Another video with more winter flying. This time with a few different airplanes. Me and a couple of friends flying at my local RC club: FK Gamen. It is actually pretty uncommon that we have this much snow here where I live. Usually, it just comes a few centimeters of snow that melts away the next day. But this time the weather was perfect. Lots of snow, low winds and sunny.
I found it interesting to experiment with different ski-designs. The planes with smaller skis struggle to stay on top of the soft snow. In the latter part of the video I have made new longer skis for my plane that work better in the soft snow.
Made a set of skis for the Bush Beast 3. This video shows the first few testflights with them.
The skis are made out of 1.5 mm plywood and covered with Oracover on the underside for low friction. I piece of 1 mm piano wire is bent around the main landing gear and makes sure the skis are oriented the right way.
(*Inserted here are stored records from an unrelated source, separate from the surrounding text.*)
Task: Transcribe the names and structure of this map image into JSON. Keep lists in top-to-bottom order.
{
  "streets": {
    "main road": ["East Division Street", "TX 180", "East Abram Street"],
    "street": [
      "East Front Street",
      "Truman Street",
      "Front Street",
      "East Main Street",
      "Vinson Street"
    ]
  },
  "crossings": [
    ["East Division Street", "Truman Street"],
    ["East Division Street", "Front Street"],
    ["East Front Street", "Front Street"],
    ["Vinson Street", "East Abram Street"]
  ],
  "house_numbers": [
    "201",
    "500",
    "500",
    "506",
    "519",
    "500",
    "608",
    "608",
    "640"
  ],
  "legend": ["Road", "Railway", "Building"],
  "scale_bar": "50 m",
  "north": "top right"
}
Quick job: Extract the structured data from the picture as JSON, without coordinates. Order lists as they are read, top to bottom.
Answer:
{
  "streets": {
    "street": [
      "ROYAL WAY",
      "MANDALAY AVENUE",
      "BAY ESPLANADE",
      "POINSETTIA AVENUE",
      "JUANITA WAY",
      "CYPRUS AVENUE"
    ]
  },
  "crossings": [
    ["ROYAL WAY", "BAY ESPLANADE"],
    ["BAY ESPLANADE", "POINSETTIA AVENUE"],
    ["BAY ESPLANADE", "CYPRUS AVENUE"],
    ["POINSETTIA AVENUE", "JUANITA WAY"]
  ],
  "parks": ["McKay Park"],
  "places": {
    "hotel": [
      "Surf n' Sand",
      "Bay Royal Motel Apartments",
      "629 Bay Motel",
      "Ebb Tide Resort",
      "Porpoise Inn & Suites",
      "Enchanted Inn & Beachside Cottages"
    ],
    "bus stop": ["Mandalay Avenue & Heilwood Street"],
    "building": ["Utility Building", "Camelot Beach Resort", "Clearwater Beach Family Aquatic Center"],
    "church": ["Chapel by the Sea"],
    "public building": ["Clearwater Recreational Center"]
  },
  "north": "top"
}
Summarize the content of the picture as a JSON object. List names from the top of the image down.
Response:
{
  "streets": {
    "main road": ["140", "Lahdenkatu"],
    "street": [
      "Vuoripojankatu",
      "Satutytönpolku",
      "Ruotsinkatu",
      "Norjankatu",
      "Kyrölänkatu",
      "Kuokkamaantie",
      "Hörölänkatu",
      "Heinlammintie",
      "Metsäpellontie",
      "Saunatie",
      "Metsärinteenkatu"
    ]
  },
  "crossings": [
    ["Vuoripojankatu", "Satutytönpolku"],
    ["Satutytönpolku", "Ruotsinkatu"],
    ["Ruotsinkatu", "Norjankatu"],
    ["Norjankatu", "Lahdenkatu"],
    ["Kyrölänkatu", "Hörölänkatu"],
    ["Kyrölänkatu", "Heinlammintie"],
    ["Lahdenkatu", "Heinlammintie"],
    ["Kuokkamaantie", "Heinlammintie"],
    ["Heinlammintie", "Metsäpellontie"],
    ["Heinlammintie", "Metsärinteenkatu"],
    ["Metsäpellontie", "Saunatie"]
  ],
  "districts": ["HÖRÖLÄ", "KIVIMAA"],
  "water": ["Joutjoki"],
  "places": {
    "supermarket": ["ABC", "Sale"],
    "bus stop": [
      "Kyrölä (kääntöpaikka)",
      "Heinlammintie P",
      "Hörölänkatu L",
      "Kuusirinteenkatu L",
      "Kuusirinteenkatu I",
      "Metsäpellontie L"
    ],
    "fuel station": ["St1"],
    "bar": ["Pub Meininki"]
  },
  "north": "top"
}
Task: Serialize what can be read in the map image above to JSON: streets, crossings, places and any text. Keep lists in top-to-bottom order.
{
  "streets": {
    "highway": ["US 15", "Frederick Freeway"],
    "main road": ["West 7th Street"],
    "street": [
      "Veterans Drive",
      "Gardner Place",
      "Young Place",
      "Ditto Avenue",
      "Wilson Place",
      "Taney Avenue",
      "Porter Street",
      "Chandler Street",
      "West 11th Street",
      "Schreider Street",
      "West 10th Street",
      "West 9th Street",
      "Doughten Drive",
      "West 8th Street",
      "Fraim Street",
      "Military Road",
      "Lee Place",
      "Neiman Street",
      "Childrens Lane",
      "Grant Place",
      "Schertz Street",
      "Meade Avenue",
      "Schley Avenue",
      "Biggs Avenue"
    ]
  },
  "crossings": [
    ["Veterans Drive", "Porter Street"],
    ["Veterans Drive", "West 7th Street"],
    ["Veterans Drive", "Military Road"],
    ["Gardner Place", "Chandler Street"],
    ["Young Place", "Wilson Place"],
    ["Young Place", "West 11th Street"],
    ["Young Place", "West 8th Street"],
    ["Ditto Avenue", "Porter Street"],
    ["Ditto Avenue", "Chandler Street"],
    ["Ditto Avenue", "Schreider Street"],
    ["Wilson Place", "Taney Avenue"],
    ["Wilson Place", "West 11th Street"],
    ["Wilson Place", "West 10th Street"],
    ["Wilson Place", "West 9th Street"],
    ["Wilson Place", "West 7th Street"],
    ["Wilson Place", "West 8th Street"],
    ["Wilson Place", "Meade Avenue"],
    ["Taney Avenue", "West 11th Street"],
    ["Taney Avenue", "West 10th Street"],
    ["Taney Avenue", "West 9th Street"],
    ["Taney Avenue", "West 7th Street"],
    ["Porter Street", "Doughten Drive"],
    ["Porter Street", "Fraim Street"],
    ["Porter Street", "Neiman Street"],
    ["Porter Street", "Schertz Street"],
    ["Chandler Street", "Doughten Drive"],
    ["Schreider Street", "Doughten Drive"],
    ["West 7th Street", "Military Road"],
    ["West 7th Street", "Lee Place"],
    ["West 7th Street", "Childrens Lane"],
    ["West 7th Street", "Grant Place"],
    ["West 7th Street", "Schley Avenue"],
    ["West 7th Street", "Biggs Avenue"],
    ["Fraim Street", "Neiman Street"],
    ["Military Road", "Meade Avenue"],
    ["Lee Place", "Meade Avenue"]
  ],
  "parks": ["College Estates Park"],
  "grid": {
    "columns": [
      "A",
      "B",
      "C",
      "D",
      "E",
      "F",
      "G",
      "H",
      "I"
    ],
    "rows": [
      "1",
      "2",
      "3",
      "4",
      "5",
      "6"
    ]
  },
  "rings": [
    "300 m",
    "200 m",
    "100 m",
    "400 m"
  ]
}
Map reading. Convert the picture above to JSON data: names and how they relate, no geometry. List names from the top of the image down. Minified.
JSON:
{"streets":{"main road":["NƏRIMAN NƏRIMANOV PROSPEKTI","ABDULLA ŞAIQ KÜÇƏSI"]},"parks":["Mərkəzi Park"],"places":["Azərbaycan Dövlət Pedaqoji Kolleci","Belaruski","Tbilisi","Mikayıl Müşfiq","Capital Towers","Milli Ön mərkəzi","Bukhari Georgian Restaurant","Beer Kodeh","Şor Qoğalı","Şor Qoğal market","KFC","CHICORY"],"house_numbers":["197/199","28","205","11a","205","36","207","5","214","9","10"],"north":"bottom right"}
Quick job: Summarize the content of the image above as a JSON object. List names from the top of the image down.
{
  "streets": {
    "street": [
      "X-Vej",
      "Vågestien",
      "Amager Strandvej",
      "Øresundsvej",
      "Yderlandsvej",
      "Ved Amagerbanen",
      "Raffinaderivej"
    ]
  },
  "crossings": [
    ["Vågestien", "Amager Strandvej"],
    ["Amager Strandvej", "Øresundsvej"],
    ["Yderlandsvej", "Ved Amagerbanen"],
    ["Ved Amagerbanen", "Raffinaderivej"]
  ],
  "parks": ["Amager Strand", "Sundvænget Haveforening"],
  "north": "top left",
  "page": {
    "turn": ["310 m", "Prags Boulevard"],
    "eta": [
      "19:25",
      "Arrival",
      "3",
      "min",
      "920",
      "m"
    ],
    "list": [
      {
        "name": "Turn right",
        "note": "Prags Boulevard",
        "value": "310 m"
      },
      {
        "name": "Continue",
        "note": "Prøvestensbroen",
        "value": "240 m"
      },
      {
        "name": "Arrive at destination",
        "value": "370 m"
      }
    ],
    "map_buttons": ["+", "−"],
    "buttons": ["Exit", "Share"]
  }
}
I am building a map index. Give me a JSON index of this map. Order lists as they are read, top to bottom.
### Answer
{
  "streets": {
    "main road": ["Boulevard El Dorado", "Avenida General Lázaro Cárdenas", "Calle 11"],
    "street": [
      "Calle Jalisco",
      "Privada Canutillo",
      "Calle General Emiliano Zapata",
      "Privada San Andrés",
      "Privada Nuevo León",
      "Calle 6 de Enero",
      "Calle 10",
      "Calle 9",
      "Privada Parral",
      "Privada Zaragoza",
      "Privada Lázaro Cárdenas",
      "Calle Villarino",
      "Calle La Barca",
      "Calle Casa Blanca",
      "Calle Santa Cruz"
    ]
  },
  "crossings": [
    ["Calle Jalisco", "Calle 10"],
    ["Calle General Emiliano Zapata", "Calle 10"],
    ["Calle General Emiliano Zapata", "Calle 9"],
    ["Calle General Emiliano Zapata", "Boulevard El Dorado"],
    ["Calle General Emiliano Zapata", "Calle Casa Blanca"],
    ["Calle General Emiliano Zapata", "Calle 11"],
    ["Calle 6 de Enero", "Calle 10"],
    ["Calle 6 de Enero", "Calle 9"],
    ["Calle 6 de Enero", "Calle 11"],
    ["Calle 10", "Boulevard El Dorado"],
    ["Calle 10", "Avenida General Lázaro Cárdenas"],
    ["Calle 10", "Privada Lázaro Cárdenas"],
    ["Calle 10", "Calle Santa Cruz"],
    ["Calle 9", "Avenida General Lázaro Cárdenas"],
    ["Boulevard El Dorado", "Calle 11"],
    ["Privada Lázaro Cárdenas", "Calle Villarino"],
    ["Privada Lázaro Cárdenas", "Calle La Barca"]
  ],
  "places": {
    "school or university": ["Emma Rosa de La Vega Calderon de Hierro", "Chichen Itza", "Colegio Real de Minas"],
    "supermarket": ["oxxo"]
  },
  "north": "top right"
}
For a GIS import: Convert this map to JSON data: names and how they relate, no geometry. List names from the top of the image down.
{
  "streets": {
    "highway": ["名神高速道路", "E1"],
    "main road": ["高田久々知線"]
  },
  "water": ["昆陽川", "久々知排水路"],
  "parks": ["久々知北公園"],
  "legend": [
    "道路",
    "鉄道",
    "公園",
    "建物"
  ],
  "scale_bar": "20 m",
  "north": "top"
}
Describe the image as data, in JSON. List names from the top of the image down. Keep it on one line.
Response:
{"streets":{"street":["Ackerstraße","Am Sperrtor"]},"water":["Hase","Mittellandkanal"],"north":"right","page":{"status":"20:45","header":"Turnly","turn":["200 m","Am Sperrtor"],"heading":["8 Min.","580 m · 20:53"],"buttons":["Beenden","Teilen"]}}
Here is a video of me assembling the main electronics board used in my Bush Beast 3 RC airplane.
A Teensy microcontroller is used to read a decode an S-bus signal from the receiver and make all the servo signals. It manages servo mixing and gyro stabilization, as well as controlling LED lights on the plane.
More info about this, including schematics and code can be found on the Bush Beast 3 page here: Bush Beast 3 page
I got myself two new airplanes this summer at an RC plane auction that was organized at my local RC flying club FK Gamen.
The first one is a J3 Cub ARF model by Thunder Tiger with a wingspan of about 2.2 meters. The model came with a 4-stroke nitro engine that I have replaced with an electric power system. I will make a new landing gear with suspension and fix the motor cowling. I will probably add some kind of gyro stabilization also, this plane is surprisingly unstable in windy conditions.
The second plane is a Flair Magnatilla. The wingspan is about 1.6 meters. This is my first airplane with a nitro engine. A 4-stroke Saito. I will probably add a steerable tailwheel and make a few other adjustments over the winter.
Bush Beast 3 is an RC bush plane that I have designed and built during this winter. The plane is built using balsa wood and covered with Oracover. The design of this airplane a combination of Trent Palmer’s Kitfox, the Pilatus Porter, and various Cub planes.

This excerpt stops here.